MATERIALS PROVIDED:
[Start of section]
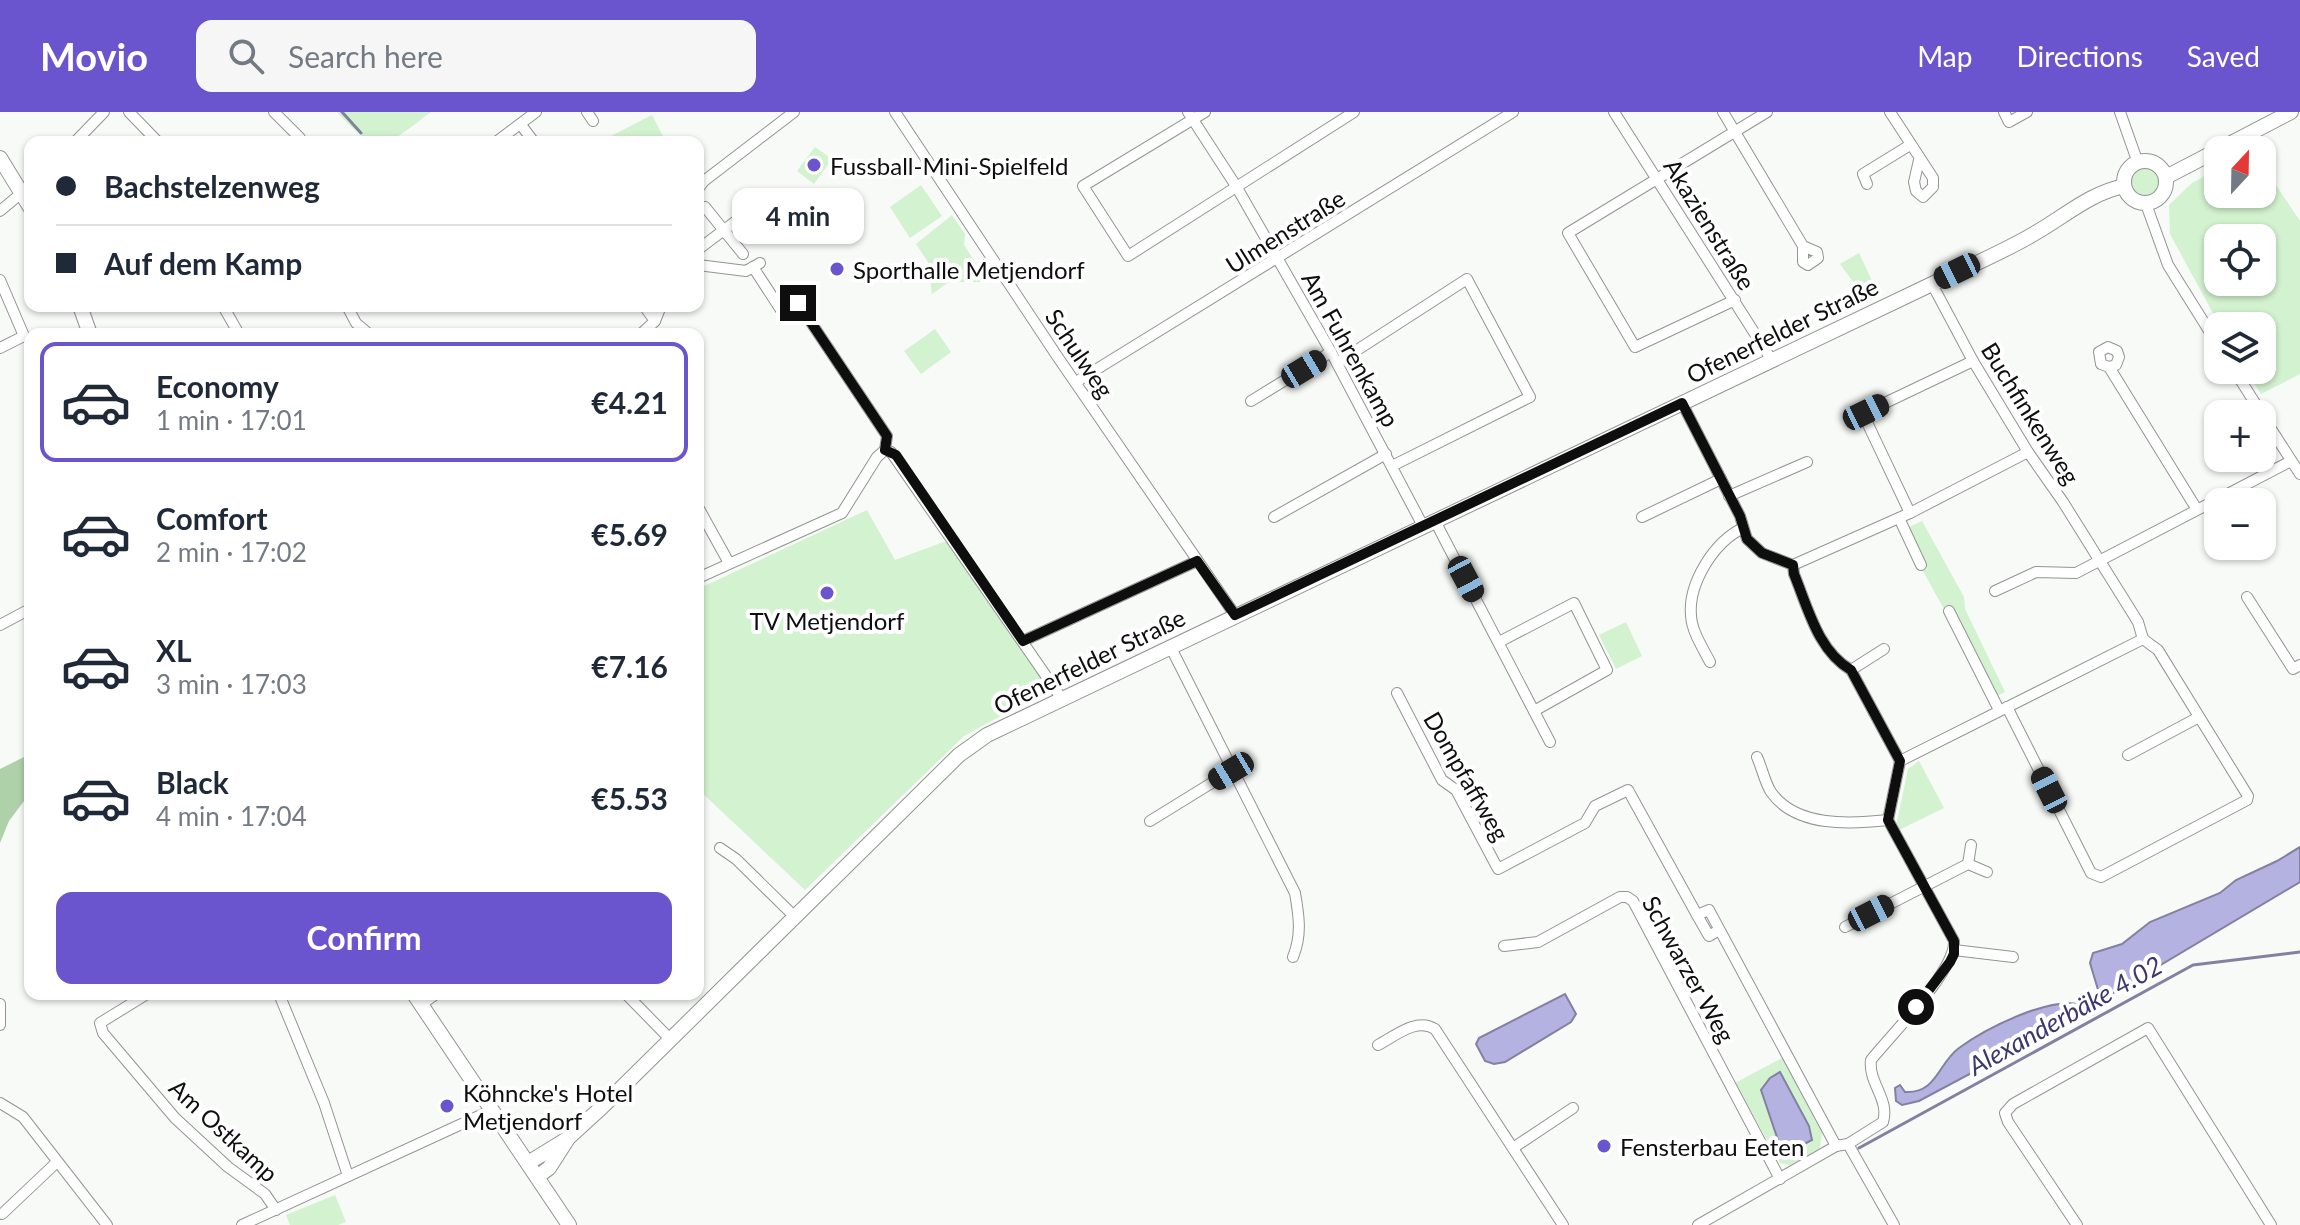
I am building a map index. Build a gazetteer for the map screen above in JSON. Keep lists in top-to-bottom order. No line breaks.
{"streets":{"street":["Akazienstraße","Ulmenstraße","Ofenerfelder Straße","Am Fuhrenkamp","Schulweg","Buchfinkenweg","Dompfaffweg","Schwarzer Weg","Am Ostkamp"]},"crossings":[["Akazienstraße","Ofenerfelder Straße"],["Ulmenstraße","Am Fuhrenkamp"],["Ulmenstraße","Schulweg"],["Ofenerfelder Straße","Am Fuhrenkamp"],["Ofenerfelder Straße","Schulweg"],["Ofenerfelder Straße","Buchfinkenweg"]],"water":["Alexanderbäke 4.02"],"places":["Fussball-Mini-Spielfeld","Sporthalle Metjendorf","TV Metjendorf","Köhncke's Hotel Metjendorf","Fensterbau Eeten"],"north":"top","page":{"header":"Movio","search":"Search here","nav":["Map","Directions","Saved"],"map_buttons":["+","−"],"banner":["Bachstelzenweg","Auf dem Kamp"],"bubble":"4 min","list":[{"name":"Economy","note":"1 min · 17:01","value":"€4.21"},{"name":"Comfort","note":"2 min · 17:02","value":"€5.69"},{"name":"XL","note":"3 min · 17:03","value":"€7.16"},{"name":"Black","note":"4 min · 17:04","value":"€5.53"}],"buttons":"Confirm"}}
[End of section]
[Start of section]
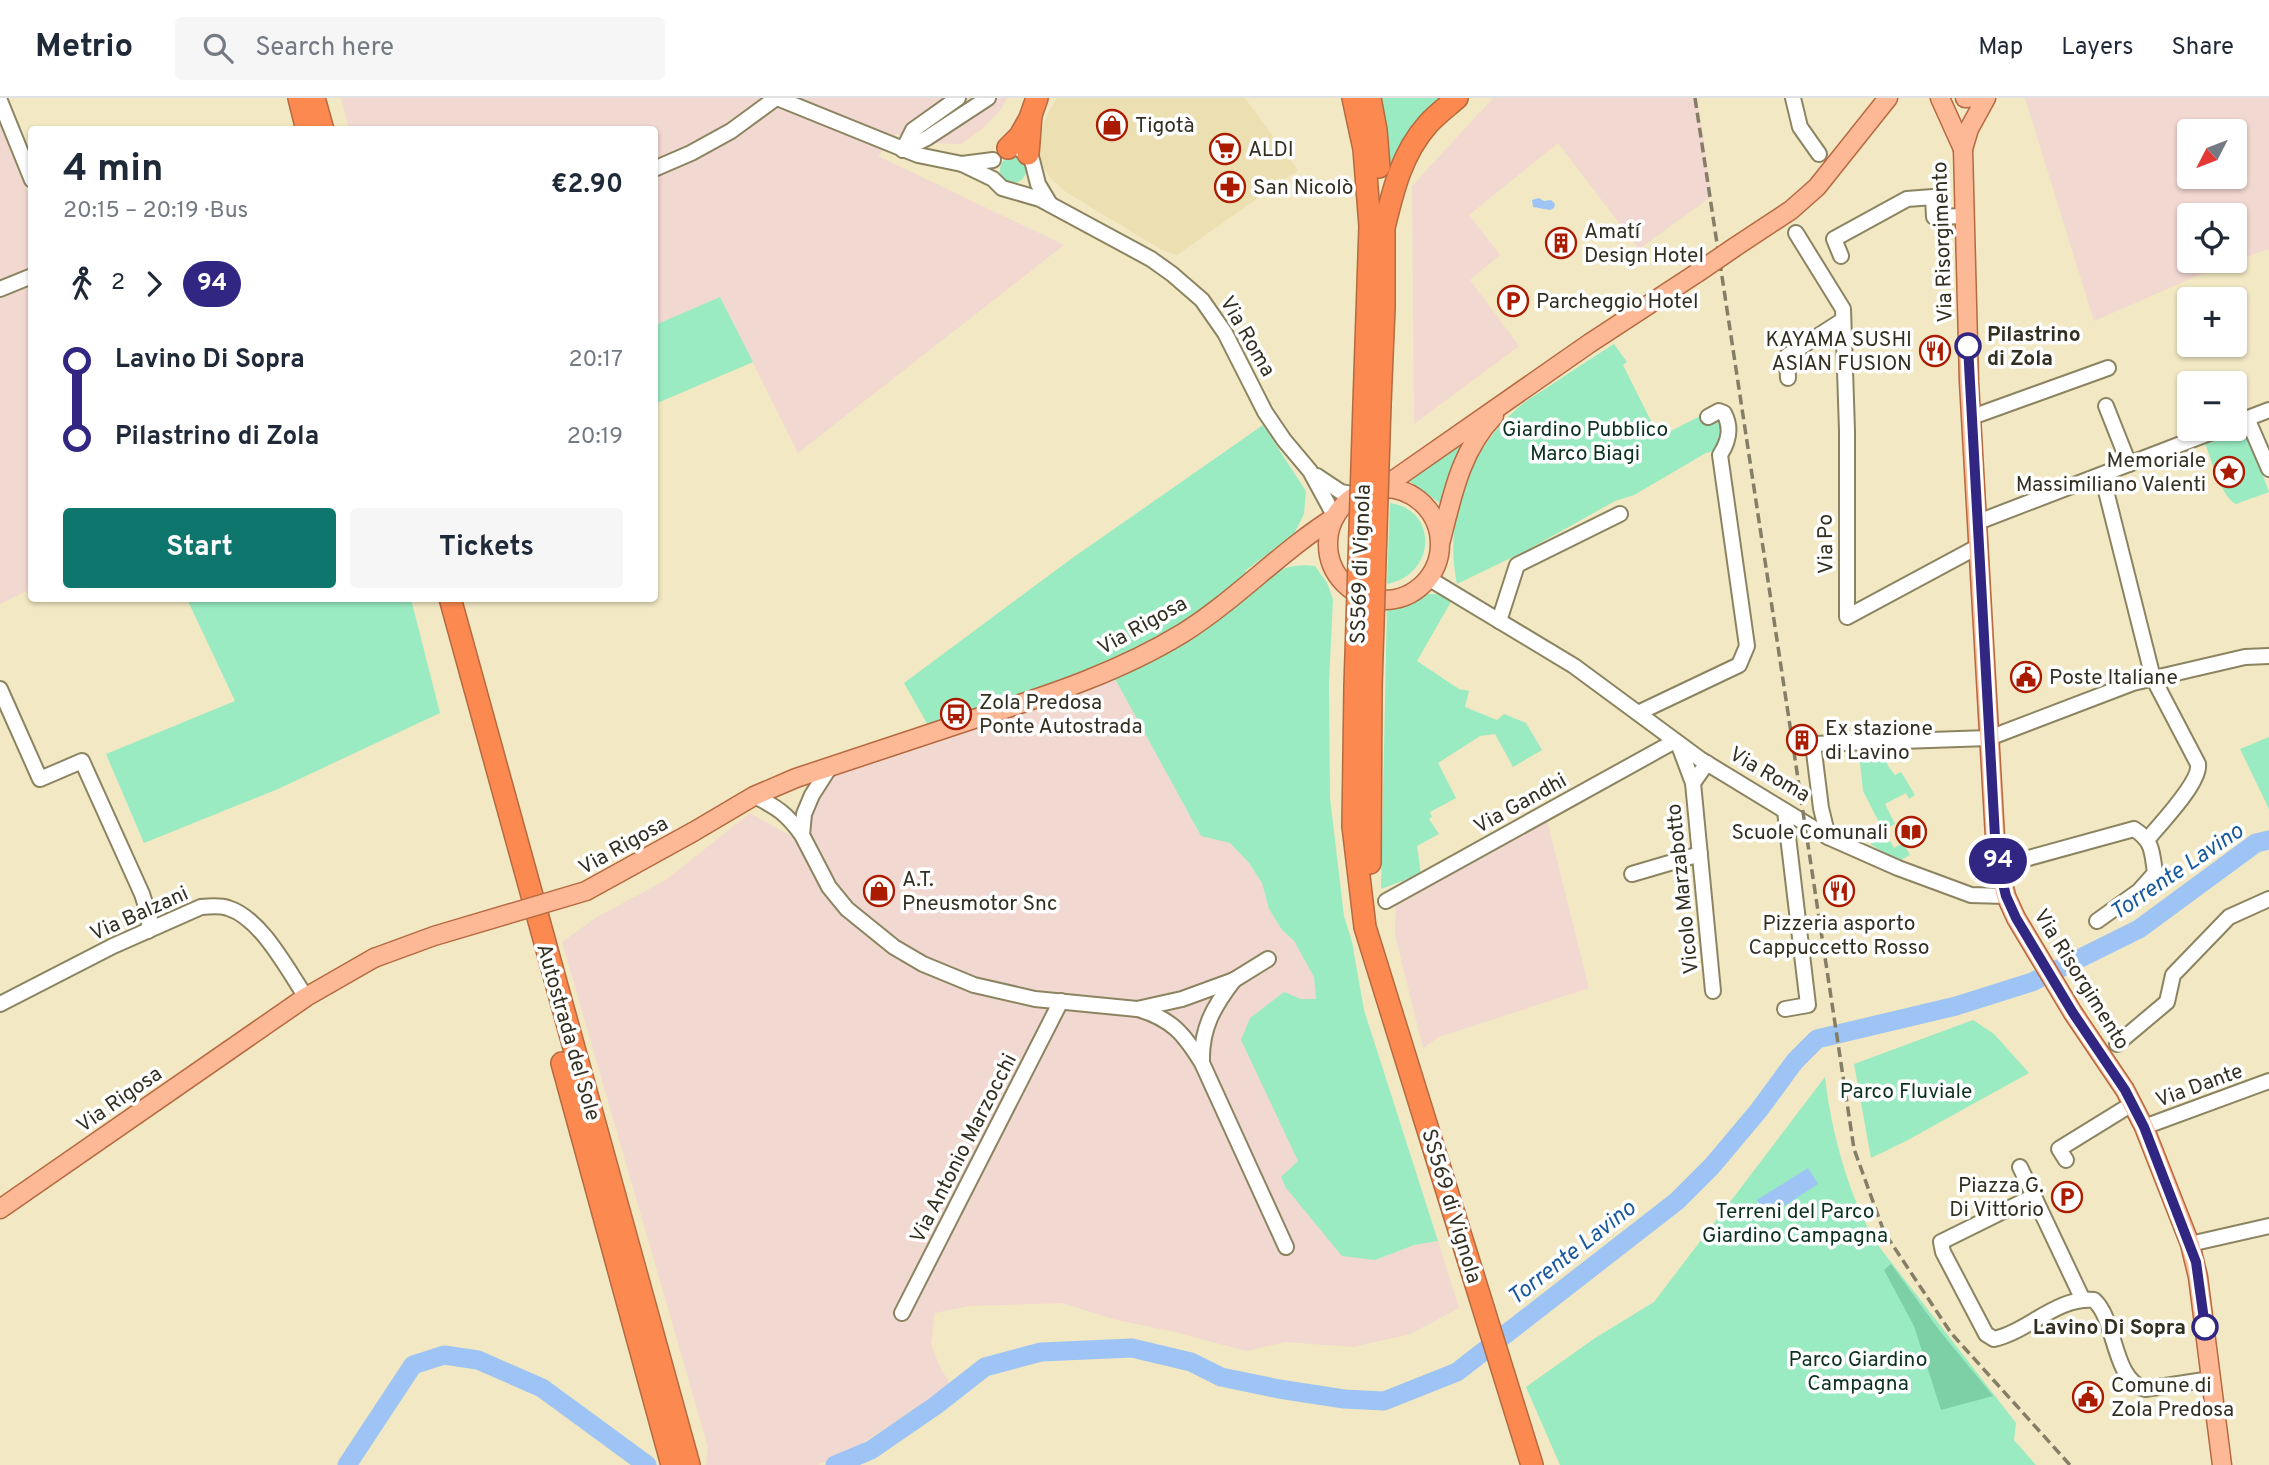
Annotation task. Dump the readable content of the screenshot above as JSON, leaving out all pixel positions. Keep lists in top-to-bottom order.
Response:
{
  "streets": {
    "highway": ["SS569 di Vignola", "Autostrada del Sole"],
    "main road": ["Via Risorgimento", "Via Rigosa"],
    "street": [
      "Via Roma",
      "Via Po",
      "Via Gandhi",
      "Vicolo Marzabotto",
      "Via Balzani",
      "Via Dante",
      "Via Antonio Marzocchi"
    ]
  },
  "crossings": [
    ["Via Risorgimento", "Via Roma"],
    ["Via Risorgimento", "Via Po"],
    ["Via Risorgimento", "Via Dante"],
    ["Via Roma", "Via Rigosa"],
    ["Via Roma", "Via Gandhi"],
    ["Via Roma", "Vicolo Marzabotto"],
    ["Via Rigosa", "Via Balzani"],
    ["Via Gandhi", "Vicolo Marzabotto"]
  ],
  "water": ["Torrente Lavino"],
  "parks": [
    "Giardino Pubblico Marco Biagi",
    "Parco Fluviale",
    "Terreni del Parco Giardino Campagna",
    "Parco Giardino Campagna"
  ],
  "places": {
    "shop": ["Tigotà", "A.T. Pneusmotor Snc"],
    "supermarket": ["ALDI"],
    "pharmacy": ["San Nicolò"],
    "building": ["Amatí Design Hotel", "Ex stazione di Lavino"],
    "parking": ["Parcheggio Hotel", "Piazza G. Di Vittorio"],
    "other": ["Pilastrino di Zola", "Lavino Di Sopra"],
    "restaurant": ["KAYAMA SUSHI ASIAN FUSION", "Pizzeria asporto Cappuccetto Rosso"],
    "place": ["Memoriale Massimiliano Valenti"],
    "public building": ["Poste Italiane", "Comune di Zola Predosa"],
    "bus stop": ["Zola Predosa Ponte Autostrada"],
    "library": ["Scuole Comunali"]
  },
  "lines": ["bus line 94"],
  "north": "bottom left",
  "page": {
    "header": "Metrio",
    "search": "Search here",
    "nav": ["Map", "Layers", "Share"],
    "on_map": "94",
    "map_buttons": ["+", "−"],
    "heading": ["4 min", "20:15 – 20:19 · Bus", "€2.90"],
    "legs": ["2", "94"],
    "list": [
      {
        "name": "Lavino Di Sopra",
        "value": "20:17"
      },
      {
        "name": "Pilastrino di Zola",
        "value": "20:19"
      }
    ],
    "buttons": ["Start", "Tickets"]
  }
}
[End of section]
INSTRUCTIONS TO FOLLOW: Track down every line of the material containing the string "building", and copy it.

ANSWER FOR THIS EXERCISE:
I am building a map index. Build a gazetteer for the map screen above in JSON. Keep lists in top-to-bottom order. No line breaks.
    "building": ["Amatí Design Hotel", "Ex stazione di Lavino"],
    "public building": ["Poste Italiane", "Comune di Zola Predosa"],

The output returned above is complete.